[Items from a data source]
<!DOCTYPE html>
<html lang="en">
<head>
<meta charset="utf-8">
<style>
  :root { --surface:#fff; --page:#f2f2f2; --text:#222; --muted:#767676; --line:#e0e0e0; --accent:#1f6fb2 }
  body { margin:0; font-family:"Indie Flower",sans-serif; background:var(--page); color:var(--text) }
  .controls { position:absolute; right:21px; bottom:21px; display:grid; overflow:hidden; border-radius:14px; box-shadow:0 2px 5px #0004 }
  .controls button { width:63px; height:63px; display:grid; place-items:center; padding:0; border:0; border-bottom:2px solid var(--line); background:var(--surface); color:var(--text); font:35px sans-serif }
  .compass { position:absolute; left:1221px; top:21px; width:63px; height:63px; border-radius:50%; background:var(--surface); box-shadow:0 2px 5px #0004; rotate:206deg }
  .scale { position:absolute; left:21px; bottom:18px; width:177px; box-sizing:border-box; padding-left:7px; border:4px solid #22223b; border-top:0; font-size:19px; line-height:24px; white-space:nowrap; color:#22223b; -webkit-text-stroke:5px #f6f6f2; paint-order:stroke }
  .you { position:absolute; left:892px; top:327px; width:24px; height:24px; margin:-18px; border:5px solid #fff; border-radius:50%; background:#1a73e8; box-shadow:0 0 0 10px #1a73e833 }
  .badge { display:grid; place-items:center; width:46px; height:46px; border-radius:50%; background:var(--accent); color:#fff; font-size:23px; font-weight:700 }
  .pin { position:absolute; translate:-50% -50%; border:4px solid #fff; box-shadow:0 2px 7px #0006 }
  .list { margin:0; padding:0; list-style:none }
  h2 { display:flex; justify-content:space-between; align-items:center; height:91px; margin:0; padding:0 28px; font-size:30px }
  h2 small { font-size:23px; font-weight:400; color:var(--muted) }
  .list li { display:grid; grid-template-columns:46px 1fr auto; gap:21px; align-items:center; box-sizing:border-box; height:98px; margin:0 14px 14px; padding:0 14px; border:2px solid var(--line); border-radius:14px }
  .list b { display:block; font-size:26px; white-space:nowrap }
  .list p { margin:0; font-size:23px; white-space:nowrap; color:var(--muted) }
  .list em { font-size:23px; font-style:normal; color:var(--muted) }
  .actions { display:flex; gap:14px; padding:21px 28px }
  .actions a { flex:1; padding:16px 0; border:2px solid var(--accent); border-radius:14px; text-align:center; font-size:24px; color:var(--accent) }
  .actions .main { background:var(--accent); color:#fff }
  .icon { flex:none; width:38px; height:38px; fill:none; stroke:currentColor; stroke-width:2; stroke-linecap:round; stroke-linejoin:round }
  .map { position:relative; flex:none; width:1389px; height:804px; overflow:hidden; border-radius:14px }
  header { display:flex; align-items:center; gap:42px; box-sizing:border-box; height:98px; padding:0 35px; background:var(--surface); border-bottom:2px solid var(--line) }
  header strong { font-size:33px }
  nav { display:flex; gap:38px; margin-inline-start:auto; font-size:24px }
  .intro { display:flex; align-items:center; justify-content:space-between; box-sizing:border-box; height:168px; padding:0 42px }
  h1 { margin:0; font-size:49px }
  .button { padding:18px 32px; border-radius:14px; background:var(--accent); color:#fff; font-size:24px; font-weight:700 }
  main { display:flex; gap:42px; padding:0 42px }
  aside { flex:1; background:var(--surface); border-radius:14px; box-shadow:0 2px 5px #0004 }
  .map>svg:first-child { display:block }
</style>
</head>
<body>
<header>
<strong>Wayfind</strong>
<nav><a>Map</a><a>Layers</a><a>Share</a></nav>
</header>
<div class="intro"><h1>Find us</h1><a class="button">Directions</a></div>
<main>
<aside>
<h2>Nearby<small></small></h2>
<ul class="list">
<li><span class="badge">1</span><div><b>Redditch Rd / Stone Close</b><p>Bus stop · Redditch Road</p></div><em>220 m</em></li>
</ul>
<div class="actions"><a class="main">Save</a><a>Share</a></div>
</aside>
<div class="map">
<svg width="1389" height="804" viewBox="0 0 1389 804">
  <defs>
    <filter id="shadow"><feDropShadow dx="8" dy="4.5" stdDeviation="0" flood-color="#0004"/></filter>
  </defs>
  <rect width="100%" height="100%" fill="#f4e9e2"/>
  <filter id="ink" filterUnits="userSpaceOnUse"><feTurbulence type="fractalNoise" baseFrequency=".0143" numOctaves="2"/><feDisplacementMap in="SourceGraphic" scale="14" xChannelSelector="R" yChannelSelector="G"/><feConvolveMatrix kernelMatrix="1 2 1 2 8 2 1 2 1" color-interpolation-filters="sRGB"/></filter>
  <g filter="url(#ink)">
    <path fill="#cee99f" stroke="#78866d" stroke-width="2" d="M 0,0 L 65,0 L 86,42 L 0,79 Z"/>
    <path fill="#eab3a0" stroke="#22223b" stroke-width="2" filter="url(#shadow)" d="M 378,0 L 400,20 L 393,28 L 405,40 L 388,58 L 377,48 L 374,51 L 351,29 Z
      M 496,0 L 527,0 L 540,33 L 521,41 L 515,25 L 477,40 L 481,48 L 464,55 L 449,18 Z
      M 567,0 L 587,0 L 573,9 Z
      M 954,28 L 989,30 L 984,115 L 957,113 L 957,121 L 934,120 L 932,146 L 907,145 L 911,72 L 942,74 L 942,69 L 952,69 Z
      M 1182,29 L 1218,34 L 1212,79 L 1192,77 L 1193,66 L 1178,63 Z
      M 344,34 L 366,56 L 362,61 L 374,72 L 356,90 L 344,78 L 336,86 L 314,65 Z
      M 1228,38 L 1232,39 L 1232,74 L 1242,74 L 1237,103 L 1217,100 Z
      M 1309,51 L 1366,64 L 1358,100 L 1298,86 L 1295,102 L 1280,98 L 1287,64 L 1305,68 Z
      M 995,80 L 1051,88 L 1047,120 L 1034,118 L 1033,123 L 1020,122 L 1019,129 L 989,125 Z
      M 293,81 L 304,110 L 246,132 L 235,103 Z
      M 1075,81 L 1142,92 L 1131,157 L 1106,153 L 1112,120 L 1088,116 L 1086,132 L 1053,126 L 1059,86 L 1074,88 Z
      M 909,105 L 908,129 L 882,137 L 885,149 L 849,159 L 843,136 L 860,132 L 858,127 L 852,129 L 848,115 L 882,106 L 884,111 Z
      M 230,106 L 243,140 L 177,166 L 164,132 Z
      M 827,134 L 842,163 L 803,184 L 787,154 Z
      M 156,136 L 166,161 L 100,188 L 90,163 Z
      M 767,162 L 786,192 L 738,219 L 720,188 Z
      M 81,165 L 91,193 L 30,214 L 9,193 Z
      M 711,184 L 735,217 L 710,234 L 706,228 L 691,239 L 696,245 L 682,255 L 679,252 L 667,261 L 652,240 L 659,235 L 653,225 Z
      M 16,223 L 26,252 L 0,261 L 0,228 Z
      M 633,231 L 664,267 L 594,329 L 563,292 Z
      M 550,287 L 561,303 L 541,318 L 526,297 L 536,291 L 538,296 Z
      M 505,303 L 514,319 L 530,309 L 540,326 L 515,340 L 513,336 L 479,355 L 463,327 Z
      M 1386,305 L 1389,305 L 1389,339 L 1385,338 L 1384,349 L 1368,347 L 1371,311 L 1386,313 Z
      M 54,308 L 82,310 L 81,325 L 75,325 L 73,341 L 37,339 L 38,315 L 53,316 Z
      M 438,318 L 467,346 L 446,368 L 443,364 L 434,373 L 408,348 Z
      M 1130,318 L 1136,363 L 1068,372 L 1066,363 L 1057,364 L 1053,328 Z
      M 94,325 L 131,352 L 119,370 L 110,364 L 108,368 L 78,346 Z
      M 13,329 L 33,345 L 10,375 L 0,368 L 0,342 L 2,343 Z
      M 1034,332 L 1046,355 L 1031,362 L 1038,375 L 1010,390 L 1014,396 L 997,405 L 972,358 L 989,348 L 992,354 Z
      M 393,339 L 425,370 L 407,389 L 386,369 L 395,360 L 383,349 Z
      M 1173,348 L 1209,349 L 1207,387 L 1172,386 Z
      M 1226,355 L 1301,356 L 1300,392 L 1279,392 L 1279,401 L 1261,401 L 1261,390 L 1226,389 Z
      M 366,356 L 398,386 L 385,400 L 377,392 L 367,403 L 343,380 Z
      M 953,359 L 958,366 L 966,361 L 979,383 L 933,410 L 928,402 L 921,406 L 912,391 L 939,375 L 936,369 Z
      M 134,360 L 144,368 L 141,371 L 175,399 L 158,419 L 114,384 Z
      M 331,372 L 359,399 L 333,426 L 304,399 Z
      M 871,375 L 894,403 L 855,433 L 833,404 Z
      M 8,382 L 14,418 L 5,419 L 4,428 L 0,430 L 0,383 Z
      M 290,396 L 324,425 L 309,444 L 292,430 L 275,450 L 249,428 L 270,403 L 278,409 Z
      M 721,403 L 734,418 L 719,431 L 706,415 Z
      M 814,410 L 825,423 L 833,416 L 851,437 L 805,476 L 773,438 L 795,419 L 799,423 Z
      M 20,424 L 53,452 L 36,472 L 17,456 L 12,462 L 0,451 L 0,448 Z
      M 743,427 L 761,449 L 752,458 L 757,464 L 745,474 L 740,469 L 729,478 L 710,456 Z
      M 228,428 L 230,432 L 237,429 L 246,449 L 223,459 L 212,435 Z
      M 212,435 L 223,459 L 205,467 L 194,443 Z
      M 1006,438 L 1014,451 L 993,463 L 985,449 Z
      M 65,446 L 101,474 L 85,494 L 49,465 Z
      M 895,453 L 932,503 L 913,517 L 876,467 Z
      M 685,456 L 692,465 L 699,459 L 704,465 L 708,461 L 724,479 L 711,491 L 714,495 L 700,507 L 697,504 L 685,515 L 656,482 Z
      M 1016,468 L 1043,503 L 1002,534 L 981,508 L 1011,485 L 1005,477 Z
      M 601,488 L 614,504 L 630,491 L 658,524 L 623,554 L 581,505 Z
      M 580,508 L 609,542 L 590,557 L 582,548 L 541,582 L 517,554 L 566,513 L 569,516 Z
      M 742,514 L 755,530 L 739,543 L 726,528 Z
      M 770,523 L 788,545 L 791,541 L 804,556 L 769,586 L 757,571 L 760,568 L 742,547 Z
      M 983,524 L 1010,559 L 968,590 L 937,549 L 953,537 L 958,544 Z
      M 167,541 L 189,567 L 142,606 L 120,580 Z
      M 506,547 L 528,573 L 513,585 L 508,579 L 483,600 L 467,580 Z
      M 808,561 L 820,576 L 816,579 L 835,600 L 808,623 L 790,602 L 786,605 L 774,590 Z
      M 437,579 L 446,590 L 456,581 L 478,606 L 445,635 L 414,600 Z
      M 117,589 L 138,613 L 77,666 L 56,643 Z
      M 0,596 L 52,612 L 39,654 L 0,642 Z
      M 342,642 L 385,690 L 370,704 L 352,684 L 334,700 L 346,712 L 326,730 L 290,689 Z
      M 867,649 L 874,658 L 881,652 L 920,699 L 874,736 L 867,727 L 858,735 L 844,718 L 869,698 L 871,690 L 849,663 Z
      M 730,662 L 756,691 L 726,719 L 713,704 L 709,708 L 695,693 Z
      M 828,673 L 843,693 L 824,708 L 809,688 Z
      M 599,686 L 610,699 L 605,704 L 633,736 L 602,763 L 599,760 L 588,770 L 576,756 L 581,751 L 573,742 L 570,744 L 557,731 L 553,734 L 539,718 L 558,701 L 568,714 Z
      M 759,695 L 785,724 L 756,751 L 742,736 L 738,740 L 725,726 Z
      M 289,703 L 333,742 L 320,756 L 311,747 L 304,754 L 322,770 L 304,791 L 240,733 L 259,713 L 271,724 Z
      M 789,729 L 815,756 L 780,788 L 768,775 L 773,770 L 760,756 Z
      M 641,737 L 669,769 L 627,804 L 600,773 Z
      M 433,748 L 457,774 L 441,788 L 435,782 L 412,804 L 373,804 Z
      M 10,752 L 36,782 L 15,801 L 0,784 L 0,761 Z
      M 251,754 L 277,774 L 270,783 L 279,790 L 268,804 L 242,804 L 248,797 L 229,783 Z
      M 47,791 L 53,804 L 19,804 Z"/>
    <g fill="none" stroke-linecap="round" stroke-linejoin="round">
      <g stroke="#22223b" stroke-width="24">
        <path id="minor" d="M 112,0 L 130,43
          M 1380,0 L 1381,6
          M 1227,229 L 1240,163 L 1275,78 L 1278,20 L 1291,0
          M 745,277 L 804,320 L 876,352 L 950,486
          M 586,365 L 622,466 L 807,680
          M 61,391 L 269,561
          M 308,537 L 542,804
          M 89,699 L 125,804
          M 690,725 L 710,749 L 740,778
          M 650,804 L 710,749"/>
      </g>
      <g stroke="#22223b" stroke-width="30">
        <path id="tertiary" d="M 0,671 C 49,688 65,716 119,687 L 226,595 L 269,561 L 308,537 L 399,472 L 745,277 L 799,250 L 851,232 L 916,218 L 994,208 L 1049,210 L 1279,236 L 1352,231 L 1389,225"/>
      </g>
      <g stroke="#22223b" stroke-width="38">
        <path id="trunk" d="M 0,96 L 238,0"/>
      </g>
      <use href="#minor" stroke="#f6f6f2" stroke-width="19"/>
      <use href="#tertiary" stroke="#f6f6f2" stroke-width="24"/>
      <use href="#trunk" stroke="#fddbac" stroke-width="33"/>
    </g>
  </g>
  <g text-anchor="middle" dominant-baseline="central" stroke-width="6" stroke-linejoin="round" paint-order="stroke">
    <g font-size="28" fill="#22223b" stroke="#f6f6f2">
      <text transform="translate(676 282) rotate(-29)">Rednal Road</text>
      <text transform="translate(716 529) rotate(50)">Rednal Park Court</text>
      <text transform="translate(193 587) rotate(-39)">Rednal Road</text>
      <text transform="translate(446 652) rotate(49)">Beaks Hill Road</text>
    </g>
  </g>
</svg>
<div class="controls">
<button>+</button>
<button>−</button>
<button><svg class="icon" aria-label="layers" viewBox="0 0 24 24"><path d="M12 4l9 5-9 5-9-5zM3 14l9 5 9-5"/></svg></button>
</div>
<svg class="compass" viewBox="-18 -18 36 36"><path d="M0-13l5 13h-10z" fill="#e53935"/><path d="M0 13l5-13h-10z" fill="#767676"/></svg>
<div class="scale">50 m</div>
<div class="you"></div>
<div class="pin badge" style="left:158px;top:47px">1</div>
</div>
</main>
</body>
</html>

= YOUR ASSIGNMENT =
What is asked for is an exact copy of the lines above from the one containing "display:block; font-size:26px; white-space:nowrap" through the one containing "flex:none; width:38px; height:38px;", and only those.

= EXERCISE RESPONSE =
  .list b { display:block; font-size:26px; white-space:nowrap }
  .list p { margin:0; font-size:23px; white-space:nowrap; color:var(--muted) }
  .list em { font-size:23px; font-style:normal; color:var(--muted) }
  .actions { display:flex; gap:14px; padding:21px 28px }
  .actions a { flex:1; padding:16px 0; border:2px solid var(--accent); border-radius:14px; text-align:center; font-size:24px; color:var(--accent) }
  .actions .main { background:var(--accent); color:#fff }
  .icon { flex:none; width:38px; height:38px; fill:none; stroke:currentColor; stroke-width:2; stroke-linecap:round; stroke-linejoin:round }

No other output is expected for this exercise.